◆ **Dataset content**:

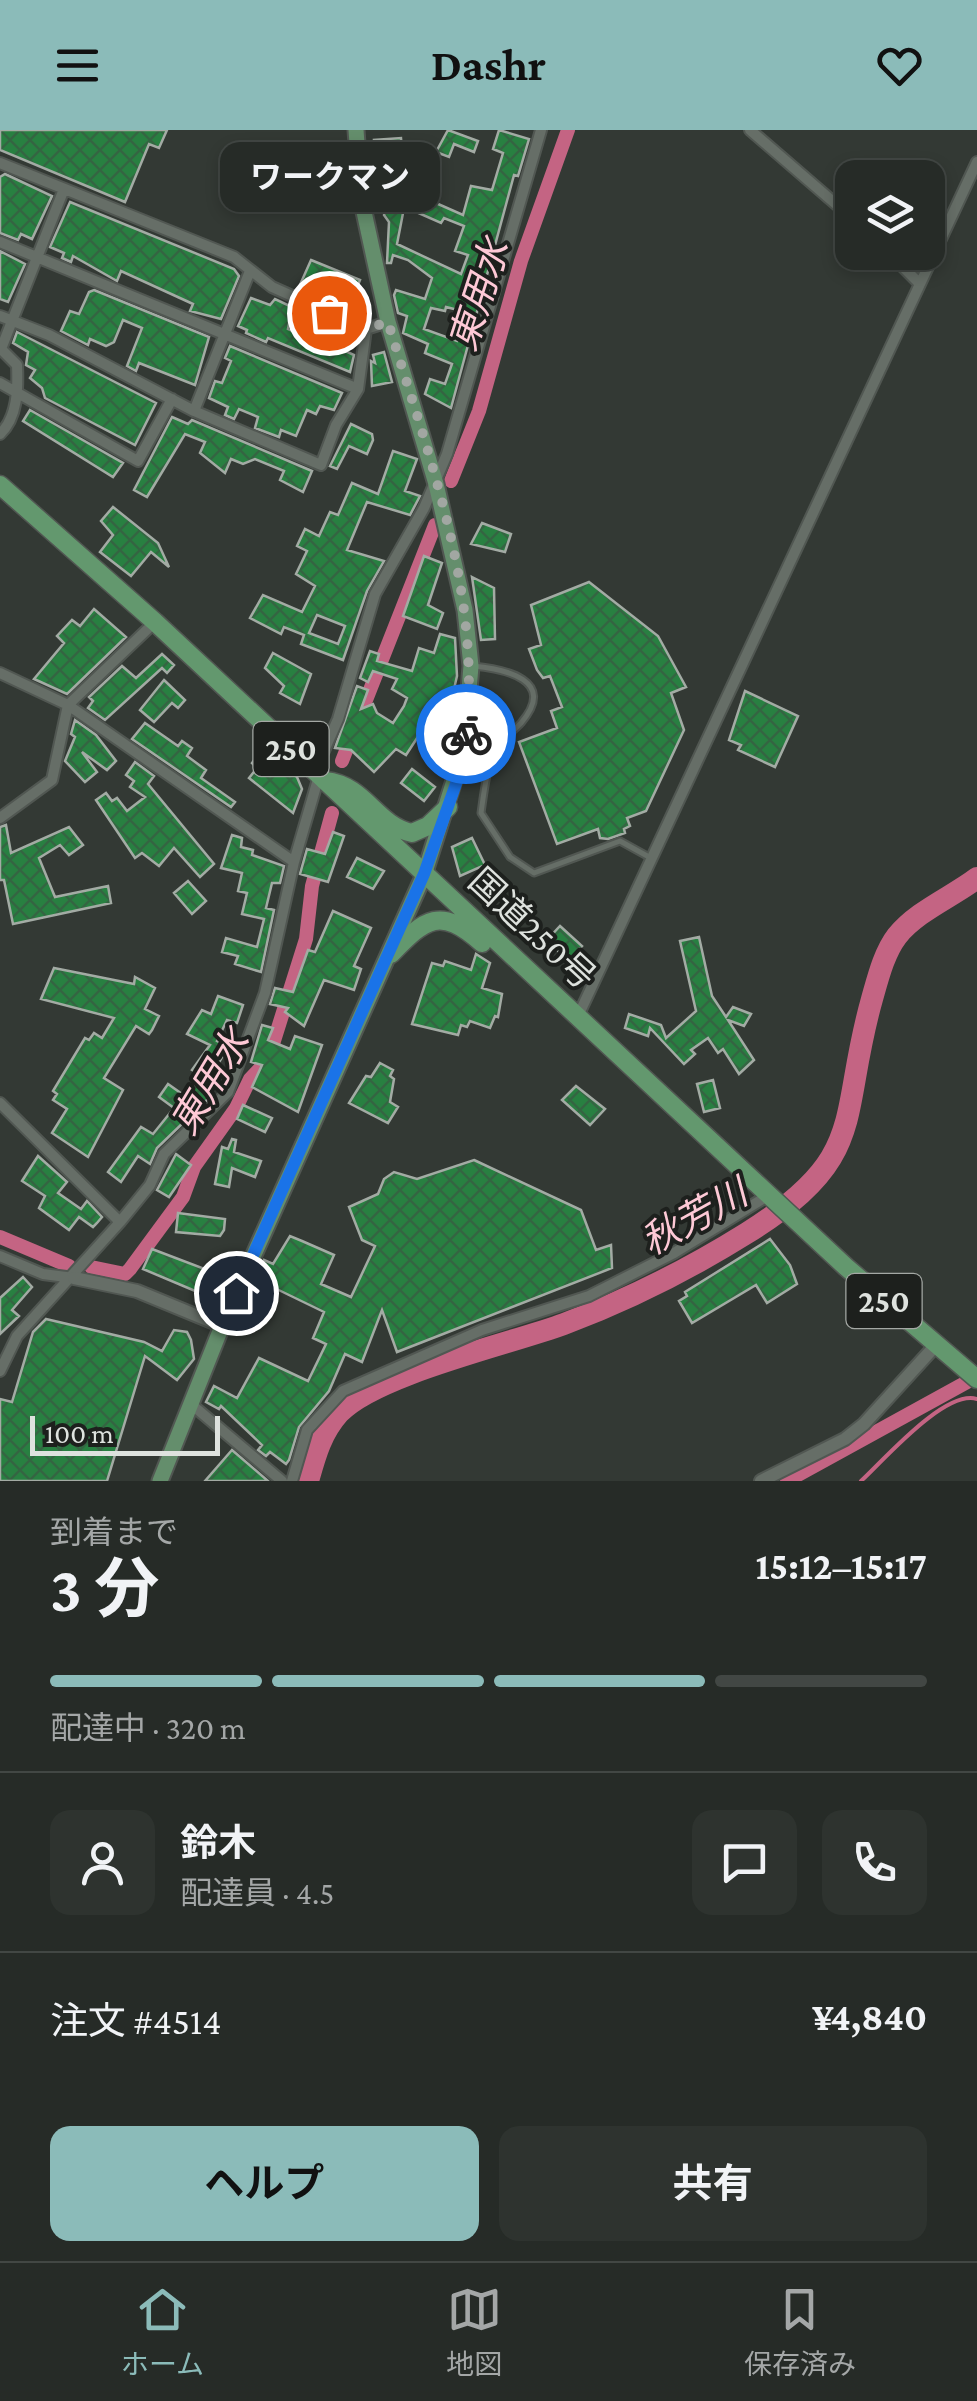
<!DOCTYPE html>
<html lang="ja">
<meta charset="utf-8">
<style>
:root{--surface:#262b27;--page:#2e332f;--text:#f1f3f6;--muted:#a4a7a7;--line:#424744;--accent:#8bbbb9}
body{margin:0;font-family:"Crimson Pro","Noto Sans JP",serif;background:var(--page);color:var(--text);height:100vh;display:flex;flex-direction:column;font-size:38px;white-space:nowrap}
*{box-sizing:border-box;margin:0}
p{font-size:32px;color:var(--muted)}
.icon{flex:none;width:55px;height:55px;fill:none;stroke:currentColor;stroke-width:2;stroke-linecap:round;stroke-linejoin:round}
.map{position:relative;height:1351px;overflow:hidden}
.drawer{display:flex;flex-direction:column;background:var(--surface);flex:1}
.drawer>*{flex:none}
.buttons{position:absolute;left:835px;top:30px;display:grid;gap:20px}
.buttons a{display:grid;place-items:center;width:110px;height:110px;border-radius:20px;background:var(--surface);box-shadow:0 5px 15px #0003,0 0 0 2px var(--line);font-size:50px}
.scale{position:absolute;left:30px;bottom:25px;width:190px;box-sizing:border-box;padding-left:10px;border:5px solid #dee2de;border-top:0;font-size:28px;line-height:35px;white-space:nowrap;color:#dee2de;-webkit-text-stroke:8px #1d201d;paint-order:stroke}
.pin{position:absolute;display:grid;place-items:center;width:85px;height:85px;color:#fff;margin:-42px;border:5px solid #fff;border-radius:50%;box-shadow:0 2px 10px #0007}
.courier{position:absolute;display:grid;place-items:center;width:100px;height:100px;margin:-50px;border:8px solid #1a73e8;border-radius:50%;background:#fff;color:#222;box-shadow:0 2px 12px #0007}
.bubble{position:absolute;height:70px;border-radius:20px;background:var(--surface);box-shadow:0 5px 15px #0003,0 0 0 2px var(--line);font-size:32px;font-weight:700;line-height:70px;text-align:center}
.summary em{font-style:normal;font-weight:700}
.summary div{display:flex;flex-direction:column-reverse}
.summary{display:flex;align-items:center;justify-content:space-between;height:170px;padding:0 50px}
h1{font-size:65px;font-weight:700;line-height:75px}
.bar{display:grid;grid-template-columns:repeat(4,1fr);gap:15px 10px;align-content:center;height:120px;padding:0 50px}
.bar i{height:12px;border-radius:8px;background:var(--line)}
.bar .active{background:var(--accent)}
.bar p{grid-column:span 4}
.line{display:flex;align-items:center;gap:25px;padding:0 50px;border-top:2px solid var(--line)}
.line div{flex:1}
.round{display:grid;place-items:center;flex:none;width:105px;height:105px;border-radius:20px;background:var(--page)}
.cta{display:flex;gap:20px;margin-top:auto;padding:20px 50px}
.cta a{flex:1;height:115px;border-radius:20px;background:var(--accent);color:#111;font-size:40px;font-weight:700;line-height:115px;text-align:center}
.cta a+a{background:var(--page);color:var(--text)}
header{display:flex;justify-content:space-between;align-items:center;height:130px;padding:0 50px;background:var(--accent);color:#111;font-size:45px;font-weight:700}
.menu{display:flex;justify-content:space-around;align-items:center;height:140px;border-top:2px solid var(--line);background:var(--surface);font-size:28px;color:var(--muted)}
.menu a{display:grid;justify-items:center;gap:5px}
.menu .active{color:var(--accent)}
.map>svg:first-child{display:block}
.lines{fill:none;stroke-linecap:round;stroke-linejoin:round}
.stream{stroke:#c46483;stroke-width:4}
.canal{stroke:#c46483;stroke-width:14}
.river{stroke:#c46483;stroke-width:22}
.building{fill:url(#building-cross-hatch);stroke:#a3aba4;stroke-width:2.5;fill-rule:evenodd}
.service-casing{stroke:#515752;stroke-width:9}
.minor-casing{stroke:#515752;stroke-width:14}
.tertiary-casing{stroke:#515752;stroke-width:16}
.primary-casing{stroke:#515752;stroke-width:19}
.trunk-casing{stroke:#515752;stroke-width:21}
.service{stroke:#666e67;stroke-width:5}
.minor{stroke:#666e67;stroke-width:10}
.tertiary{stroke:#666e67;stroke-width:12}
.primary{stroke:#648e6c;stroke-width:15}
.trunk{stroke:#63986e;stroke-width:18}
.done{stroke:#a2a7a2;stroke-width:10;stroke-dasharray:0 18}
.route{stroke:#1a73e8;stroke-width:12}
.labels{text-anchor:middle;dominant-baseline:central;stroke-width:8;stroke-linejoin:round;paint-order:stroke}
.shield{fill:#1d201d;stroke:#a4a8a4;stroke-width:2.5}
.shield-label{font-size:32px;font-weight:bold;fill:#dee2de}
.street-label{font-size:35px;fill:#dee2de;stroke:#1d201d}
.water-label{font-size:38px;font-style:italic;fill:#fec9d6;stroke:#1d201d}
</style>
<header><svg class="icon" aria-label="menu" viewBox="0 0 24 24"><path d="M4 6h16M4 12h16M4 18h16"/></svg>Dashr<svg class="icon" aria-label="heart" viewBox="0 0 24 24"><path d="M12 20l-8-8c-3-5 5-10 8-4 3-6 11-1 8 4z"/></svg></header>
<div class="map">
<svg width="977" height="1351" viewBox="0 0 977 1351">
<defs>
<pattern id="building-cross-hatch" width="8" height="8" patternUnits="userSpaceOnUse" patternTransform="scale(2.5)"><rect width="8" height="8" fill="#288041"/><path d="M0 0l8 8M0 8l8-8" fill="none" stroke="#346542"/></pattern>
</defs>
<rect width="100%" height="100%" fill="#333934"/>
<g class="lines">
<path class="stream" d="M861,1351C883,1331 945,1259 977,1269"/>
<path class="canal" d="M451,351L479,281L521,131L568,0
M342,631L435,395
M0,1107L69,1136
M91,1137L125,1144L130,1139L183,1067L194,1037L236,978L250,949L268,930L306,809L312,756L332,683
M787,1351L967,1252"/>
<path class="river" d="M308,1351C315,1326 321,1303 339,1283C376,1244 510,1214 564,1194C625,1171 691,1138 747,1103C870,1026 838,989 872,869C878,848 884,823 897,806C917,781 952,767 977,748"/>
</g>
<path class="building" d="M0,0H167L159,18L149,14L125,72L0,20Z
M448,0L478,11L474,22L454,14L449,27L436,22Z
M499,0L529,9L518,46L514,45L451,278L425,264L430,249L445,254L452,234L425,223L428,214L403,203L407,186L398,183L394,165L396,160L425,169L432,148L408,130L393,125L391,133H387L389,92L384,85L388,70L397,73L396,77L404,78L397,114L461,144L468,125L455,121L464,96L444,88L441,93L414,81L420,66L463,85L471,56L492,60L503,23L493,19ZM446,177L466,182L457,211L424,199L431,178L445,181Z
M401,8L403,32H397L393,68L383,65L387,48L378,49L374,10Z
M5,44L52,66L32,109L21,104L18,110L0,103V47Z
M70,72L234,139L239,146L221,189L190,181L193,174L121,141L117,151L73,126L71,132L62,128L64,123L50,117Z
M0,121L25,134L8,172L0,169Z
M311,130L360,150L349,178L299,157Z
M94,160L209,207L195,255L139,233L136,241L127,236L142,198L123,190L114,212L106,216L90,209L88,215L61,201L70,181L79,184L89,162Z
M251,168L270,175L275,169L292,177L288,199L310,209L320,189L328,192L326,199L334,202L330,214L354,225L350,242L268,208L266,212L246,203L247,200L238,196Z
M17,202L156,273L135,315L45,268L42,258L30,248L35,240L26,235L28,222L13,213Z
M230,216L342,263L334,280L320,276L316,284L307,280L296,306L281,300L279,307L255,298L258,287L239,279L234,289L225,285L228,277L209,268L215,251L222,253L231,231L225,228Z
M384,222L392,252L372,256L371,231L375,233L373,225Z
M30,280L123,333L113,347L23,291Z
M172,287L188,294L192,290L312,341L303,362L280,350L284,341L255,329L243,334L231,329L225,343L200,323L205,312L185,304L147,367L134,360Z
M351,294L372,304L373,310L367,324L349,316L337,339L330,336Z
M393,321L417,329L405,361L420,366L410,385L367,372L347,420L384,431L367,461L343,530L301,514L304,505L284,497L281,504L250,488L263,465L302,482L315,456L296,444L307,421L297,416L305,399L319,406L330,382L338,385L352,353L378,364ZM317,485L345,496L338,514L309,503Z
M113,377L158,413L169,437L151,422L131,446L100,422L113,405L101,391Z
M482,393L511,404L505,422L471,414Z
M424,426L442,433L428,475L443,483L437,499L403,486Z
M472,447L494,458L495,509L481,510Z
M589,452L658,506L686,557L671,563L684,600L646,681L627,688L630,696L624,699L625,703L608,709L600,708L598,699L557,714L519,612L557,598L551,581L562,577L550,546L543,548L537,540L529,519L541,515L531,475Z
M94,479L126,507L67,564L34,549L64,513L57,506L72,490L80,496Z
M440,504L455,508L457,546L444,603L433,600L432,604L423,599L406,625L396,619L374,642L351,620L335,618L357,556L368,560L361,579L373,574L377,583L393,593L404,576L407,568L392,559L397,549L373,541L368,552L360,548L370,521L379,524L377,531L412,541L419,518L434,523Z
M273,523L311,544L300,574L280,563L284,556L265,538Z
M162,524L174,535L167,543L162,538L105,590L88,578L93,571L89,567L122,536L136,548Z
M164,550L185,570L178,578L172,573L154,592L140,580Z
M745,561L798,586L775,637L738,620L741,615L729,610Z
M75,590L96,605L116,631L107,640L82,622L97,642L85,652L65,631L75,607L71,604Z
M145,593L178,616L182,611L192,618L187,626L206,640L201,648L235,672L231,677L132,609Z
M262,619L297,647L302,659L293,683L249,648L257,638L252,633Z
M135,632L154,646L148,654L214,734L200,747L174,718L159,736L142,723L135,728L96,670L106,663L112,671L117,668L127,681L145,667L130,657L134,651L126,645Z
M412,639L435,657L424,671L401,653Z
M6,695L11,723L69,697L83,715L69,725L60,715L39,728L55,767L108,756L111,773L13,794L4,750H0V697Z
M333,702L344,706L328,752L300,744L307,719L325,724Z
M232,705L242,708L241,717L253,720L252,725L284,736L280,753H272L266,778L274,780L261,842L235,834L238,826L222,822L226,808L257,817L264,789L242,784L247,763L238,761L242,743L221,738Z
M472,708L485,735L460,746L452,717Z
M357,728L384,741L373,759L347,747Z
M188,751L206,771L192,784L174,763Z
M333,781L371,798L354,836L361,839L354,860L324,850L304,896L285,882L288,878L270,874L275,858L293,862L308,820L315,822Z
M560,796L582,816L568,831L547,810Z
M699,807L712,866L726,887L733,877L751,884L744,896L728,890L754,930L739,944L723,919L718,923L708,908L691,920L695,924L684,934L650,898L648,906L625,898L629,884L661,895L666,908L696,881L680,811Z
M476,824L490,833L482,858L502,864L498,887L495,886L490,898L470,891L467,897L461,895L458,905L412,894L432,833L443,836L445,831L471,840Z
M54,838L134,854L135,847L155,858L145,879L159,886L152,900L149,904L136,896L104,948L123,960L88,1027L52,1003L67,979L53,970L57,964L53,961L85,908L89,910L94,903L102,908L114,888L41,869Z
M218,866L243,875L237,893L227,890L217,911L228,917L218,934L222,937L204,963L210,967L201,976L193,969L181,986L186,990L157,1018L150,1034L138,1026L121,1052L108,1042L141,997L153,1004L174,978L159,967L168,954L185,966L203,947L192,940L210,915L187,904L202,880L211,884Z
M262,895L273,898L268,910L290,919L295,906L322,915L298,982L252,957L262,935L251,932Z
M380,933L393,940L390,946L394,949L390,972L398,977L388,993L349,973L366,946L371,947Z
M713,950L720,978L704,982L697,954Z
M576,956L605,979L590,995L562,970Z
M243,975L272,988L265,1002L237,989Z
M232,1009L236,1010L234,1022L261,1031L255,1047L232,1038L229,1057L215,1054L222,1017L228,1019Z
M176,1024L191,1035L169,1067L157,1060Z
M38,1026L67,1052L58,1063L81,1079L87,1071L102,1087L97,1093L93,1097L79,1087L69,1100L39,1078L45,1066L22,1051Z
M474,1030L581,1080L596,1120L611,1115L612,1138L397,1222L382,1180L362,1232L345,1224L329,1261L299,1297L289,1330L286,1334L270,1322L266,1326L258,1320L262,1315L221,1276L219,1279L206,1272L214,1256L237,1268L259,1228L308,1251L326,1214L313,1208L324,1182L256,1149L264,1130L273,1134L290,1106L302,1111L334,1125L321,1154L351,1167L375,1116L362,1110L349,1077L378,1064L384,1049L394,1042L417,1049Z
M178,1083L225,1089L224,1100L220,1106L176,1102Z
M770,1109L790,1135L797,1154L767,1173L756,1155L692,1193L679,1171L687,1166L685,1162Z
M152,1119L223,1146L221,1155L217,1154L215,1161L202,1158L200,1163L143,1139Z
M23,1147L32,1157L12,1180L19,1186L0,1204V1168Z
M46,1189L144,1212L162,1221L174,1200L187,1202L191,1210L194,1229L177,1250L145,1226L107,1351H0V1269L12,1272L33,1202Z
M232,1320L268,1351H205Z"/>
<g class="lines">
<g class="service-casing">
<path id="service" d="M473,536C505,539 558,550 521,593C512,603 501,608 495,622C486,641 484,662 481,683L510,727L534,743L620,711L649,727"/>
</g>
<g class="minor-casing">
<path id="minor" d="M750,0L852,88
M0,33L234,127L272,157L366,199L388,192
M0,112L358,259
M888,122L920,154
M0,186L49,205L194,281L321,335L336,295L358,259L366,199
M0,253L138,331L172,269
M194,281L250,141
M0,304C18,287 18,258 17,235L1,219L64,59
M0,543L68,575L294,732
M315,641L338,589L375,464L424,378L447,324L541,0
M0,688L52,650L68,575L155,492
M578,886L977,32
M0,973L120,1092
M0,1126L43,1144L74,1148
M0,1241L17,1206L120,1092L150,1055L164,1024L228,962L265,863L294,732L319,646
M191,1274L282,1351
M292,1351L307,1300L343,1261L482,1200L589,1166L674,1123L769,1065"/>
</g>
<g class="tertiary-casing">
<path id="tertiary" d="M74,1148L137,1161L222,1196
M761,1351L845,1309L864,1294L936,1215"/>
</g>
<g class="primary-casing">
<path id="primary" d="M160,1351L222,1196L424,745L464,619L471,536L465,480L436,354L388,192L361,68L356,0"/>
</g>
<g class="trunk-casing">
<path id="trunk" d="M0,355L155,492L846,1137L977,1249
M325,651C366,655 375,695 412,703L428,696L448,677
M391,824C426,788 440,776 482,813"/>
</g>
<use href="#service" class="service"/>
<use href="#minor" class="minor"/>
<use href="#tertiary" class="tertiary"/>
<use href="#primary" class="primary"/>
<use href="#trunk" class="trunk"/>
</g>
<g class="lines">
<path class="done" d="M329,183L366,199L388,192C428,324 482,465 466,604"/>
<path class="route" d="M236,1163L424,744L457,651L466,604"/>
</g>
<g class="labels">
<g class="shield">
<rect x="253.5" y="592" width="75" height="54" rx="8"/>
<rect x="846.5" y="1144" width="75" height="54" rx="8"/>
</g>
<g class="shield-label">
<text x="291" y="619">250</text>
<text x="884" y="1171">250</text>
</g>
<g class="street-label">
<text transform="translate(532 799) rotate(43)">国道250号</text>
</g>
<g class="water-label">
<text transform="translate(479 165) rotate(-72)">東用水</text>
<text transform="translate(210 952) rotate(-59)">東用水</text>
<text transform="translate(694 1087) rotate(-29)">秋芳川</text>
</g>
</g>
</svg>
<div class="buttons">
<a><svg class="icon" aria-label="layers" viewBox="0 0 24 24"><path d="M12 4l9 5-9 5-9-5zM3 14l9 5 9-5"/></svg></a>
</div>
<div class="scale">100 m</div>
<div class="pin" style="left:329px;top:183px;background:#ea580c"><svg class="icon" aria-label="bag" viewBox="0 0 24 24"><path d="M5 8h14l-1 12H6zM9 8a3 3 0 0 1 6 0"/></svg></div>
<div class="pin" style="left:236px;top:1163px;background:#1f2937"><svg class="icon" aria-label="home" viewBox="0 0 24 24"><path d="M3 11l9-7 9 7M6 9v11h12V9"/></svg></div>
<div class="courier" style="left:466px;top:604px"><svg class="icon" aria-label="bike" viewBox="0 0 24 24"><circle cx="6" cy="16" r="4"/><circle cx="18" cy="16" r="4"/><path d="M6 16l4-8h5l3 8M10 8l3 8H6M13 5h3"/></svg></div>
<div class="bubble" style="left:220px;top:12px;width:220px">ワークマン</div>
</div>
<section class="drawer">
<div class="summary"><div><h1>3 分</h1><p>到着まで</p></div><em>15:12–15:17</em></div>
<div class="bar"><i class="active"></i><i class="active"></i><i class="active"></i><i></i><p>配達中 · 320 m</p></div>
<div class="line" style="height:180px"><a class="round"><svg class="icon" aria-label="person" viewBox="0 0 24 24"><circle cx="12" cy="8" r="4"/><path d="M4 21q1-7 8-7t8 7"/></svg></a><div><b>鈴木</b><p>配達員 · 4.5</p></div><a class="round"><svg class="icon" aria-label="chat" viewBox="0 0 24 24"><path d="M4 5h16v11H9l-5 4z"/></svg></a><a class="round"><svg class="icon" aria-label="phone" viewBox="0 0 24 24"><path d="M5 4h4l2 5-3 2q2 4 5 5l2-3 5 2v4C11 20 4 13 5 4z"/></svg></a></div>
<div class="line" style="height:130px"><div>注文 #4514</div><b>¥4,840</b></div>
<div class="cta"><a>ヘルプ</a><a>共有</a></div>
</section>
<nav class="menu">
<a class="active"><svg class="icon" aria-label="home" viewBox="0 0 24 24"><path d="M3 11l9-7 9 7M6 9v11h12V9"/></svg>ホーム</a>
<a><svg class="icon" aria-label="map" viewBox="0 0 24 24"><path d="M3 6l6-2 6 2 6-2v14l-6 2-6-2-6 2zM9 4v14M15 6v14"/></svg>地図</a>
<a><svg class="icon" aria-label="saved" viewBox="0 0 24 24"><path d="M7 4h10v16l-5-4-5 4z"/></svg>保存済み</a>
</nav>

◆ **What is being asked**:
Please print the lines above exactly, beginning at the first line of the entries and ending at the line holding "solid #fff;border-radius:50%;box-shadow:0 2px", and leave the pictures out.

◆ **Completed task**:
<!DOCTYPE html>
<html lang="ja">
<meta charset="utf-8">
<style>
:root{--surface:#262b27;--page:#2e332f;--text:#f1f3f6;--muted:#a4a7a7;--line:#424744;--accent:#8bbbb9}
body{margin:0;font-family:"Crimson Pro","Noto Sans JP",serif;background:var(--page);color:var(--text);height:100vh;display:flex;flex-direction:column;font-size:38px;white-space:nowrap}
*{box-sizing:border-box;margin:0}
p{font-size:32px;color:var(--muted)}
.icon{flex:none;width:55px;height:55px;fill:none;stroke:currentColor;stroke-width:2;stroke-linecap:round;stroke-linejoin:round}
.map{position:relative;height:1351px;overflow:hidden}
.drawer{display:flex;flex-direction:column;background:var(--surface);flex:1}
.drawer>*{flex:none}
.buttons{position:absolute;left:835px;top:30px;display:grid;gap:20px}
.buttons a{display:grid;place-items:center;width:110px;height:110px;border-radius:20px;background:var(--surface);box-shadow:0 5px 15px #0003,0 0 0 2px var(--line);font-size:50px}
.scale{position:absolute;left:30px;bottom:25px;width:190px;box-sizing:border-box;padding-left:10px;border:5px solid #dee2de;border-top:0;font-size:28px;line-height:35px;white-space:nowrap;color:#dee2de;-webkit-text-stroke:8px #1d201d;paint-order:stroke}
.pin{position:absolute;display:grid;place-items:center;width:85px;height:85px;color:#fff;margin:-42px;border:5px solid #fff;border-radius:50%;box-shadow:0 2px 10px #0007}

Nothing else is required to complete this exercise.